I definety will once I find a pair to make the plow work. I may end up looking for a different truck and sell mine.


----------



## JFon101231 (Dec 5, 2008)

ok keep me posted. thanks


----------



## ontario026 (Dec 22, 2008)

Ibeezub, do you still have the 7169 mounts by chance?


----------



## Ibeezub (Oct 21, 2018)

ontario026 said:


> Ibeezub, do you still have the 7169 mounts by chance?


I do


----------



## ontario026 (Dec 22, 2008)

do you have the hardware for them too? what would your price be shipped to 13669?


----------



## Ibeezub (Oct 21, 2018)

Looks like I have all the hardware except one bolt.

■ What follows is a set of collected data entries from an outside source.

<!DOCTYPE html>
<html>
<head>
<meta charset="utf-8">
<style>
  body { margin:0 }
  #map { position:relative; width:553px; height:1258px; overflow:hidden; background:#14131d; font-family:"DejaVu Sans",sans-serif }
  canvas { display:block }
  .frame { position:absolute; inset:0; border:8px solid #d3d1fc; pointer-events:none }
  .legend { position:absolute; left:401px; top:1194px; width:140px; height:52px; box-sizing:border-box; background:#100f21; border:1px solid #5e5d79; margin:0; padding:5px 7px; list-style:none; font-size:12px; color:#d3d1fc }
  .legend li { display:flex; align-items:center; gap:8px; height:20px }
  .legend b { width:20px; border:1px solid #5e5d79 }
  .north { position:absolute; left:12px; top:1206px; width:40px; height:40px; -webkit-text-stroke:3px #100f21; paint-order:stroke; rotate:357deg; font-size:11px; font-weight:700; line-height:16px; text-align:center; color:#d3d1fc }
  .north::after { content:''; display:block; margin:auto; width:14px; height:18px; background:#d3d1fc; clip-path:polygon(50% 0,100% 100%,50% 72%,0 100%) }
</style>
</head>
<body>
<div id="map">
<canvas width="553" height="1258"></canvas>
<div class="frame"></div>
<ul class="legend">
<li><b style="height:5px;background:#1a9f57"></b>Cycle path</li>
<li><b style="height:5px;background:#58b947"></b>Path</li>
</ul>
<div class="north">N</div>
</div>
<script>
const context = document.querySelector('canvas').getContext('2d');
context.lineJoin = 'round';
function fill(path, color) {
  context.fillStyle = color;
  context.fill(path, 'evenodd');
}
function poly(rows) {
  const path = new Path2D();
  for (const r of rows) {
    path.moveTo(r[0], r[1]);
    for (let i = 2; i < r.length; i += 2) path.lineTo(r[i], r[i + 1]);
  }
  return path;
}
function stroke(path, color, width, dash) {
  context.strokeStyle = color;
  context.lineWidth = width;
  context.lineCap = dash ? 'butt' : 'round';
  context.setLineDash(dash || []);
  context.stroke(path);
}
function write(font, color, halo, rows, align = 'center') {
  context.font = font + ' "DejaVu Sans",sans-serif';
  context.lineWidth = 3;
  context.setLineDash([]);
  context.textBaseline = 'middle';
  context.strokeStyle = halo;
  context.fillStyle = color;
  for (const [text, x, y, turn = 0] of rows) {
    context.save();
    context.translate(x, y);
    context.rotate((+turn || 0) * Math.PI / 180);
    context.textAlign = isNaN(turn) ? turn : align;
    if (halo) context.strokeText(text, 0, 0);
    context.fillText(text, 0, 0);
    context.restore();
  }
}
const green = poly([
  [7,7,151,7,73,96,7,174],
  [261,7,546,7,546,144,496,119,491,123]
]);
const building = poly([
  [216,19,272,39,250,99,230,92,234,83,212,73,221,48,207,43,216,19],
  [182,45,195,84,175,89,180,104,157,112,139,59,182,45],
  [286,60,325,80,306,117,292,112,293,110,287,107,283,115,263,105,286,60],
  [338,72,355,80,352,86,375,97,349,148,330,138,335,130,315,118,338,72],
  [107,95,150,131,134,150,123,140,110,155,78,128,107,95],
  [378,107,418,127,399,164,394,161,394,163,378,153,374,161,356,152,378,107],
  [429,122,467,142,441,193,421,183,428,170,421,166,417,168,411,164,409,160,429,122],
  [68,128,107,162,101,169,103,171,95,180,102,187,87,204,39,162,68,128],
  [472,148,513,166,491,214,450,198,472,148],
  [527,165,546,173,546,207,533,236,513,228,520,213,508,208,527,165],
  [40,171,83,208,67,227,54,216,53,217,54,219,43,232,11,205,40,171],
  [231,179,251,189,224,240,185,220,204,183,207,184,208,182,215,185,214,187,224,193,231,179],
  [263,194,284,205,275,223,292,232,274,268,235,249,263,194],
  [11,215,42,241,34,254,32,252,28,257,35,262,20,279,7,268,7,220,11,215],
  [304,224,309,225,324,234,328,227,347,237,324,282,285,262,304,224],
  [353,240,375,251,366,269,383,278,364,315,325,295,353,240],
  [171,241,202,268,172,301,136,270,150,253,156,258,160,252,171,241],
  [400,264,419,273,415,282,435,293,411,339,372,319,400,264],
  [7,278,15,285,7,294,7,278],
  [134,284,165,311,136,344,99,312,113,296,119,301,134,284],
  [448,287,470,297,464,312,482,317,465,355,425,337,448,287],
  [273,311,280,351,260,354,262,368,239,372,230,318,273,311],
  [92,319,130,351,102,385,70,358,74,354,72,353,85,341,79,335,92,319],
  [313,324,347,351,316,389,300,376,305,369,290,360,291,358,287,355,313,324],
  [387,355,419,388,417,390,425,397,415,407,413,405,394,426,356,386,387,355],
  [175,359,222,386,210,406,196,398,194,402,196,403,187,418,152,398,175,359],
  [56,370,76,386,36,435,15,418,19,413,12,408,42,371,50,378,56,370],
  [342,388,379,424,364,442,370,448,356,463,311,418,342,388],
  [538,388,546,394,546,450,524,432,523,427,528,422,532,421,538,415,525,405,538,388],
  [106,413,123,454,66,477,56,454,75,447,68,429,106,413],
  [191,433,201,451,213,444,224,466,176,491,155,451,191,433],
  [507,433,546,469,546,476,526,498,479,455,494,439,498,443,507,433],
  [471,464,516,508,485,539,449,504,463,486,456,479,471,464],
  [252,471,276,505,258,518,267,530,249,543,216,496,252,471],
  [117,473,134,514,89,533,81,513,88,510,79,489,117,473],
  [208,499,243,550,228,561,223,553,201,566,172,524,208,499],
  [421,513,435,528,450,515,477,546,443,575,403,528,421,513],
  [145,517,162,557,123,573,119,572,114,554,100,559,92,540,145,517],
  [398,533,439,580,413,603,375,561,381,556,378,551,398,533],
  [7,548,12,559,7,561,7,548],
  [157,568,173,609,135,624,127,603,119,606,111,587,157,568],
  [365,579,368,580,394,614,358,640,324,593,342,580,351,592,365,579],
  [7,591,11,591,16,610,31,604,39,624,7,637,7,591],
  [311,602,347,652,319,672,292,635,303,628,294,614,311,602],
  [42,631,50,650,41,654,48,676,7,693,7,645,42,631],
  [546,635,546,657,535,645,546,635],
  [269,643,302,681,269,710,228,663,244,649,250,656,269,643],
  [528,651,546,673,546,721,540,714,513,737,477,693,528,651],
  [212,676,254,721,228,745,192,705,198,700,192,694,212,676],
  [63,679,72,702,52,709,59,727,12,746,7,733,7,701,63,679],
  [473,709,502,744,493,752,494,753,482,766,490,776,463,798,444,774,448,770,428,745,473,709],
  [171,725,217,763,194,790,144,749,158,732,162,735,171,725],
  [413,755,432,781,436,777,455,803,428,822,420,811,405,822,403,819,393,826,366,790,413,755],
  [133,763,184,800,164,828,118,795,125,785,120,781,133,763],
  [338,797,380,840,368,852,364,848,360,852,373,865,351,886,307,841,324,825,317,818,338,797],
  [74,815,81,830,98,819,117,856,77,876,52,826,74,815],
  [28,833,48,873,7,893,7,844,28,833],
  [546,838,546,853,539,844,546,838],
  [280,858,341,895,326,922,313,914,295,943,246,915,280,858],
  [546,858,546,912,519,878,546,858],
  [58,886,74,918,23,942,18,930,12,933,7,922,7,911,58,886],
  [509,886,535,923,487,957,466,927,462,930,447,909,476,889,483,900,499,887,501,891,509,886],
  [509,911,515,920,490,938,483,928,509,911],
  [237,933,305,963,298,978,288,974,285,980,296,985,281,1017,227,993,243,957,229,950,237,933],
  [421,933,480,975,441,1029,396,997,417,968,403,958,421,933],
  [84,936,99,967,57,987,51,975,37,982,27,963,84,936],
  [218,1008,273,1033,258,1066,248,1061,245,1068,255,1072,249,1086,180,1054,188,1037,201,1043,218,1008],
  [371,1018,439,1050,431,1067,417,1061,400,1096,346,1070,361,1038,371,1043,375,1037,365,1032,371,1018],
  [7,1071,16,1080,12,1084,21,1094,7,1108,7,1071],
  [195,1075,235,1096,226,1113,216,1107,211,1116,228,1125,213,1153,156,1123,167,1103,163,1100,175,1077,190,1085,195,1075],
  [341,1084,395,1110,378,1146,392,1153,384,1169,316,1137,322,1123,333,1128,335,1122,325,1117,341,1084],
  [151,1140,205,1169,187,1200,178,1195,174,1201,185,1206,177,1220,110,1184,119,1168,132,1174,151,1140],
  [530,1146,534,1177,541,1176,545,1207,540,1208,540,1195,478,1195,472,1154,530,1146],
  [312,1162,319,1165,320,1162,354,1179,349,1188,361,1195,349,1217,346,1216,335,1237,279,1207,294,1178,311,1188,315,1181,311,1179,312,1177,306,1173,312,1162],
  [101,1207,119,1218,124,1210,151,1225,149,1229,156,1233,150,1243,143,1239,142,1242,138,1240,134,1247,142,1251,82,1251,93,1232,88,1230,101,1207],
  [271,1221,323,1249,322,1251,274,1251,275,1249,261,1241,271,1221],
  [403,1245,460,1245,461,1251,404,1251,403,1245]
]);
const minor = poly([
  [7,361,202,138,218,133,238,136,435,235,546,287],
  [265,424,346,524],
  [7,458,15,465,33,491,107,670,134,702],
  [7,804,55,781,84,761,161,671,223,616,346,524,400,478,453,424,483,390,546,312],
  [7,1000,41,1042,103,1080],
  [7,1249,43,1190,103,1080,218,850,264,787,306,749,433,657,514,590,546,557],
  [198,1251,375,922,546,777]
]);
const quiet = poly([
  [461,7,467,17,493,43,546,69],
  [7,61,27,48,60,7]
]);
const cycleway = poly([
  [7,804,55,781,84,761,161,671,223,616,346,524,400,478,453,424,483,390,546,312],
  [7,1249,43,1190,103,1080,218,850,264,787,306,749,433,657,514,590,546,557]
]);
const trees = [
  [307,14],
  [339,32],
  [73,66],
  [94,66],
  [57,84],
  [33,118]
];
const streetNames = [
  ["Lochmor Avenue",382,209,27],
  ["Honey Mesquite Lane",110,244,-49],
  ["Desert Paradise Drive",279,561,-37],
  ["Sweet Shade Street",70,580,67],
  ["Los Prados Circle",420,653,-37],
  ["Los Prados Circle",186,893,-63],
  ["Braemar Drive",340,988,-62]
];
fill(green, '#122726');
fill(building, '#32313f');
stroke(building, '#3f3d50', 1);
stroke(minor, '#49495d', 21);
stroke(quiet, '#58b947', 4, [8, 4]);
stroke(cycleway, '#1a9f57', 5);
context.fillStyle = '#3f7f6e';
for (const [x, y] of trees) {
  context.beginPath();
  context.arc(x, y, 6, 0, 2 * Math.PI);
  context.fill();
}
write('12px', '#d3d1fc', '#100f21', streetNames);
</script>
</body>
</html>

Shipping is just about $40. If you wanna call or text my number is 814-5twenty-forty seventy
Names Ian.


----------



## ontario026 (Dec 22, 2008)

how much do you want for the 2500 mounts?


----------



## not sure (Jan 16, 2014)

I don't care about hardware. I'll pay you plus shipping. I don't screw around. Message me your paypal and price. I always have my phone on me and handy. Thanks


----------



## Ibeezub (Oct 21, 2018)

$400 even.


----------



## not sure (Jan 16, 2014)

I really don't wanna screw around or piss you off but i can get them on eBay for that price


----------



## Mike_PS (Feb 28, 2005)

not sure said:


> I really don't wanna screw around or piss you off but i can get them on eBay for that price


this is a for sale thread and it's worth what someone is willing to pay...that being said, if you are interested, then make an offer to him and go from there


----------



## not sure (Jan 16, 2014)

All true. Your a smart man. I'm not here no make drama. @Michael J. Donovan . 
Back on topic. OP did you find the push plates needed for your truck or are you still looking? @Ibeezub


----------



## Avalanche 2500 (Dec 31, 2015)

JFon101231 said:


> cant help on 7168, but if you would ship the 7169 let me know i need a set. thx


I am just throwing this out there ? 
https://maine.craigslist.org/pts/d/greenville-junction-fisher-push-plates/7006492147.html


----------



## Ibeezub (Oct 21, 2018)

I have the ones I need and paid over $400 for them on eBay last year. What I asked for is fair and am waiting for the Ontario to get back to me about what he is willing to pay because he asked first.


----------